**Task item**
What you return should match every entry, character for character.

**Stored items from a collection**
=-=-=-=-=

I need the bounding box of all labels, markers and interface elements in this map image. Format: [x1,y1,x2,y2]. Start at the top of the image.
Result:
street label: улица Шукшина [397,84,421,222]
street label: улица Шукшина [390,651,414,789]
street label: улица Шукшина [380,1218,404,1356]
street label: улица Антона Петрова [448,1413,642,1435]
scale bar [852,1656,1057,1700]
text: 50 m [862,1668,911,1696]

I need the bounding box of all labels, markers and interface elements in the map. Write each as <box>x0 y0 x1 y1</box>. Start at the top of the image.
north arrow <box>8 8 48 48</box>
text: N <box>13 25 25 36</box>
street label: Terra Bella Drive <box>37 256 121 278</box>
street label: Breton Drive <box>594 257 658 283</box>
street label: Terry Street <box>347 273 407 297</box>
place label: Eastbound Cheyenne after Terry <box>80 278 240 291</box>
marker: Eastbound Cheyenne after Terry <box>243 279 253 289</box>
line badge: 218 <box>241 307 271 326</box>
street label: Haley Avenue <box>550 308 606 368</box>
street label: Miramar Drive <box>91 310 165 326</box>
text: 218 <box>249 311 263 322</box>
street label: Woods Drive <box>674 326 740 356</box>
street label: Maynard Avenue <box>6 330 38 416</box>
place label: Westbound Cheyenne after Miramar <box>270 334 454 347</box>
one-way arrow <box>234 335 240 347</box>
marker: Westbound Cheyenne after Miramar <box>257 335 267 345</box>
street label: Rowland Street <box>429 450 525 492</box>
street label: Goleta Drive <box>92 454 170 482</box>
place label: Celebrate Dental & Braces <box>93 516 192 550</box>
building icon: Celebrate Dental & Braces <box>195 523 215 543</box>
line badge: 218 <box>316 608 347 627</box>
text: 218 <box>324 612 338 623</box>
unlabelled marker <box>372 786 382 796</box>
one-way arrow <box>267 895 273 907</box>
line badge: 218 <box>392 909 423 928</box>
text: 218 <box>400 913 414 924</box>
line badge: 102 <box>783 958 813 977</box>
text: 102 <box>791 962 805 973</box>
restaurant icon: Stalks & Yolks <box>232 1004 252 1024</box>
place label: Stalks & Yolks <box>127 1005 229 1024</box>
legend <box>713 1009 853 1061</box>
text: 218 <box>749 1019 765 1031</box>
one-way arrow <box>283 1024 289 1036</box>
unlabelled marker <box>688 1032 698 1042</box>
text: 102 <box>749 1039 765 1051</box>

=-=-=-=-=

**Your response**
I need the bounding box of all labels, markers and interface elements in this map image. Format: [x1,y1,x2,y2]. Start at the top of the image.
Result:
street label: улица Шукшина [397,84,421,222]
street label: улица Шукшина [390,651,414,789]
street label: улица Шукшина [380,1218,404,1356]
street label: улица Антона Петрова [448,1413,642,1435]
scale bar [852,1656,1057,1700]
text: 50 m [862,1668,911,1696]

I need the bounding box of all labels, markers and interface elements in the map. Write each as <box>x0 y0 x1 y1</box>. Start at the top of the image.
north arrow <box>8 8 48 48</box>
text: N <box>13 25 25 36</box>
street label: Terra Bella Drive <box>37 256 121 278</box>
street label: Breton Drive <box>594 257 658 283</box>
street label: Terry Street <box>347 273 407 297</box>
place label: Eastbound Cheyenne after Terry <box>80 278 240 291</box>
marker: Eastbound Cheyenne after Terry <box>243 279 253 289</box>
line badge: 218 <box>241 307 271 326</box>
street label: Haley Avenue <box>550 308 606 368</box>
street label: Miramar Drive <box>91 310 165 326</box>
text: 218 <box>249 311 263 322</box>
street label: Woods Drive <box>674 326 740 356</box>
street label: Maynard Avenue <box>6 330 38 416</box>
place label: Westbound Cheyenne after Miramar <box>270 334 454 347</box>
one-way arrow <box>234 335 240 347</box>
marker: Westbound Cheyenne after Miramar <box>257 335 267 345</box>
street label: Rowland Street <box>429 450 525 492</box>
street label: Goleta Drive <box>92 454 170 482</box>
place label: Celebrate Dental & Braces <box>93 516 192 550</box>
building icon: Celebrate Dental & Braces <box>195 523 215 543</box>
line badge: 218 <box>316 608 347 627</box>
text: 218 <box>324 612 338 623</box>
unlabelled marker <box>372 786 382 796</box>
one-way arrow <box>267 895 273 907</box>
line badge: 218 <box>392 909 423 928</box>
text: 218 <box>400 913 414 924</box>
line badge: 102 <box>783 958 813 977</box>
text: 102 <box>791 962 805 973</box>
restaurant icon: Stalks & Yolks <box>232 1004 252 1024</box>
place label: Stalks & Yolks <box>127 1005 229 1024</box>
legend <box>713 1009 853 1061</box>
text: 218 <box>749 1019 765 1031</box>
one-way arrow <box>283 1024 289 1036</box>
unlabelled marker <box>688 1032 698 1042</box>
text: 102 <box>749 1039 765 1051</box>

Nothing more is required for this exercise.